WHAT IS REQUIRED:
Here is a block of entries. Write out its lines exactly, from the first through the one containing "position:absolute; left:858px; top:28px;".

DATA TO USE:
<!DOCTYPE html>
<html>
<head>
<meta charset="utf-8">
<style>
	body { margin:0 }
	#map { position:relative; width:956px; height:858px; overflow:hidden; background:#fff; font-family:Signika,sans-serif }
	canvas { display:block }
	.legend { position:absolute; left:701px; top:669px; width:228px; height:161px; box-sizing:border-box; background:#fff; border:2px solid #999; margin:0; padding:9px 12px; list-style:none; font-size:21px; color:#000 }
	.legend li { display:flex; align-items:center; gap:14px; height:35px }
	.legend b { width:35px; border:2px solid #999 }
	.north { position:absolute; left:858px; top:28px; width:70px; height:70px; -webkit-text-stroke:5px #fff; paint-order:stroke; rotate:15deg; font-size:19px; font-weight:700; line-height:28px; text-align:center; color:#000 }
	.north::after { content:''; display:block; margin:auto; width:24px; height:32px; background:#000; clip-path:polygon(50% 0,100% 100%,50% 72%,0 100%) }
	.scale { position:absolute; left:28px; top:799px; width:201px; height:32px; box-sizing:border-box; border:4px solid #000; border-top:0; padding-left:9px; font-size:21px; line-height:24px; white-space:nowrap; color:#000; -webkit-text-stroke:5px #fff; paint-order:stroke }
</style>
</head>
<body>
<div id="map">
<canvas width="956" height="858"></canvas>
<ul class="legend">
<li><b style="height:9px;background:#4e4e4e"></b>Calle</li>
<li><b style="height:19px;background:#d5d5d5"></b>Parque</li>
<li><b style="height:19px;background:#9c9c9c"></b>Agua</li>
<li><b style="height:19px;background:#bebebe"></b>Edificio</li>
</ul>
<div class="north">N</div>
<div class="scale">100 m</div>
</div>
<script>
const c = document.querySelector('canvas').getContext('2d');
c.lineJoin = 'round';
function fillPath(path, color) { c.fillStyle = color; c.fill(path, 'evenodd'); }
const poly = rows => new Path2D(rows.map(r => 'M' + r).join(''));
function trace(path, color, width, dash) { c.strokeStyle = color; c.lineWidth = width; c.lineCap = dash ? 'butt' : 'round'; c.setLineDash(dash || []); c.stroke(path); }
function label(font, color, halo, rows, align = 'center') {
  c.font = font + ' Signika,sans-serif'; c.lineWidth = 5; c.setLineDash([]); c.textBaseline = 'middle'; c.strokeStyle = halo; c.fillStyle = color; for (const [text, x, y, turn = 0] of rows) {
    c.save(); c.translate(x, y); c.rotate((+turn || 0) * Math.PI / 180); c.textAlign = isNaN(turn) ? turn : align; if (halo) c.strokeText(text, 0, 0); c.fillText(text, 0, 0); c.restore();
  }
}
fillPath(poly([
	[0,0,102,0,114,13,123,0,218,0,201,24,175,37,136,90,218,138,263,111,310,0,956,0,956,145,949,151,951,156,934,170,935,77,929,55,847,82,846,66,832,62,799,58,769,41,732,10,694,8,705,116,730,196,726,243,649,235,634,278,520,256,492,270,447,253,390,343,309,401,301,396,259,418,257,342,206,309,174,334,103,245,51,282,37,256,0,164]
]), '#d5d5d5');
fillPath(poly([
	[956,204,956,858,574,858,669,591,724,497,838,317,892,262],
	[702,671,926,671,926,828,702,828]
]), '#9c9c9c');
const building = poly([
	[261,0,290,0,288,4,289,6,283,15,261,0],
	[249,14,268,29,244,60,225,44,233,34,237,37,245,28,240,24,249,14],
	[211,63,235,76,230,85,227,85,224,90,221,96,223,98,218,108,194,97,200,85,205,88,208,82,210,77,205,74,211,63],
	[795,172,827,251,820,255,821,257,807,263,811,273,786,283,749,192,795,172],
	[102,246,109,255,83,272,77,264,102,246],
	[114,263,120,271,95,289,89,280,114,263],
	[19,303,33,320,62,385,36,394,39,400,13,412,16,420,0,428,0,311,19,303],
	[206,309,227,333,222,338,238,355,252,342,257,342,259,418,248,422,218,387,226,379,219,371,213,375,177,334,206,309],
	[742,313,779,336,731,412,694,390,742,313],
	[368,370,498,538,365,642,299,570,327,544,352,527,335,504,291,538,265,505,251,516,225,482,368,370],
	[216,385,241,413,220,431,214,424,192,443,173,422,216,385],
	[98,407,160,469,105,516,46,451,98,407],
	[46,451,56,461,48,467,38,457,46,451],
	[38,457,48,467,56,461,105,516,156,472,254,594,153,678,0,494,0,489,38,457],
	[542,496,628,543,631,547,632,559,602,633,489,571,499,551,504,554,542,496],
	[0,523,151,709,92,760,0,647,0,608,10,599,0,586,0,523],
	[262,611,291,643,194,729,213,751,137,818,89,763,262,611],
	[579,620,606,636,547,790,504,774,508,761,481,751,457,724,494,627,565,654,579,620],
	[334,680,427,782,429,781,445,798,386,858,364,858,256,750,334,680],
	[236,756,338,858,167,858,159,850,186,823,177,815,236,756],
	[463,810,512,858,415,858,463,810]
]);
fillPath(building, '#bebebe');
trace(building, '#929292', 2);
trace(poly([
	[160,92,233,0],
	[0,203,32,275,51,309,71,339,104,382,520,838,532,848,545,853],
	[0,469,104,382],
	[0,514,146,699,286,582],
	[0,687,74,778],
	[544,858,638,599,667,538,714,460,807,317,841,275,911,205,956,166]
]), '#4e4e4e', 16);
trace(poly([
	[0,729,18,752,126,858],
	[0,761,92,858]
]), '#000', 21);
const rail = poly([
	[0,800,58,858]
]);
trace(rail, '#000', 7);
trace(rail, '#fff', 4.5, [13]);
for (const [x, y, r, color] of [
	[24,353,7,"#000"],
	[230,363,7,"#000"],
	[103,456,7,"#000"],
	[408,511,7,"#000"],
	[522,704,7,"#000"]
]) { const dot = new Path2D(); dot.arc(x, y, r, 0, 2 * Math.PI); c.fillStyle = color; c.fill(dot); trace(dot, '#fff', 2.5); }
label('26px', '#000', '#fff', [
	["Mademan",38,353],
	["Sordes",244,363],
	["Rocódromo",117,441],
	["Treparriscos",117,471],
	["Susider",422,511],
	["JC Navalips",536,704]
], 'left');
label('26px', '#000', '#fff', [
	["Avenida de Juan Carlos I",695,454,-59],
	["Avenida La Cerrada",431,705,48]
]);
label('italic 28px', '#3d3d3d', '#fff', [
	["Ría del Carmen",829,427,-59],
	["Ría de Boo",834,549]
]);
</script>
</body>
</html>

OUTPUT BELOW:
<!DOCTYPE html>
<html>
<head>
<meta charset="utf-8">
<style>
	body { margin:0 }
	#map { position:relative; width:956px; height:858px; overflow:hidden; background:#fff; font-family:Signika,sans-serif }
	canvas { display:block }
	.legend { position:absolute; left:701px; top:669px; width:228px; height:161px; box-sizing:border-box; background:#fff; border:2px solid #999; margin:0; padding:9px 12px; list-style:none; font-size:21px; color:#000 }
	.legend li { display:flex; align-items:center; gap:14px; height:35px }
	.legend b { width:35px; border:2px solid #999 }
	.north { position:absolute; left:858px; top:28px; width:70px; height:70px; -webkit-text-stroke:5px #fff; paint-order:stroke; rotate:15deg; font-size:19px; font-weight:700; line-height:28px; text-align:center; color:#000 }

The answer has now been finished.